# WHAT THIS TASK INVOLVES
Every entry below must be transcribed exactly, with no line missing.
-- Opening Marker --
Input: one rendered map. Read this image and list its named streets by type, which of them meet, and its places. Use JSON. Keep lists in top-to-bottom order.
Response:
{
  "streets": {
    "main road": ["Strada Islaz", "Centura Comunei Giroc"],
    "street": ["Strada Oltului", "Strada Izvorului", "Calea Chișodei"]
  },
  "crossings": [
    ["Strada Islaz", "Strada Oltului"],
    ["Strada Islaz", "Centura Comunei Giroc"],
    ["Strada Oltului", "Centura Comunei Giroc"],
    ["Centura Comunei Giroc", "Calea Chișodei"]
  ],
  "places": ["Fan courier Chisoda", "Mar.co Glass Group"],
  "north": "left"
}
-- Closing Marker --
# RESULT FOR THIS TASK
Input: one rendered map. Read this image and list its named streets by type, which of them meet, and its places. Use JSON. Keep lists in top-to-bottom order.
Response:
{
  "streets": {
    "main road": ["Strada Islaz", "Centura Comunei Giroc"],
    "street": ["Strada Oltului", "Strada Izvorului", "Calea Chișodei"]
  },
  "crossings": [
    ["Strada Islaz", "Strada Oltului"],
    ["Strada Islaz", "Centura Comunei Giroc"],
    ["Strada Oltului", "Centura Comunei Giroc"],
    ["Centura Comunei Giroc", "Calea Chișodei"]
  ],
  "places": ["Fan courier Chisoda", "Mar.co Glass Group"],
  "north": "left"
}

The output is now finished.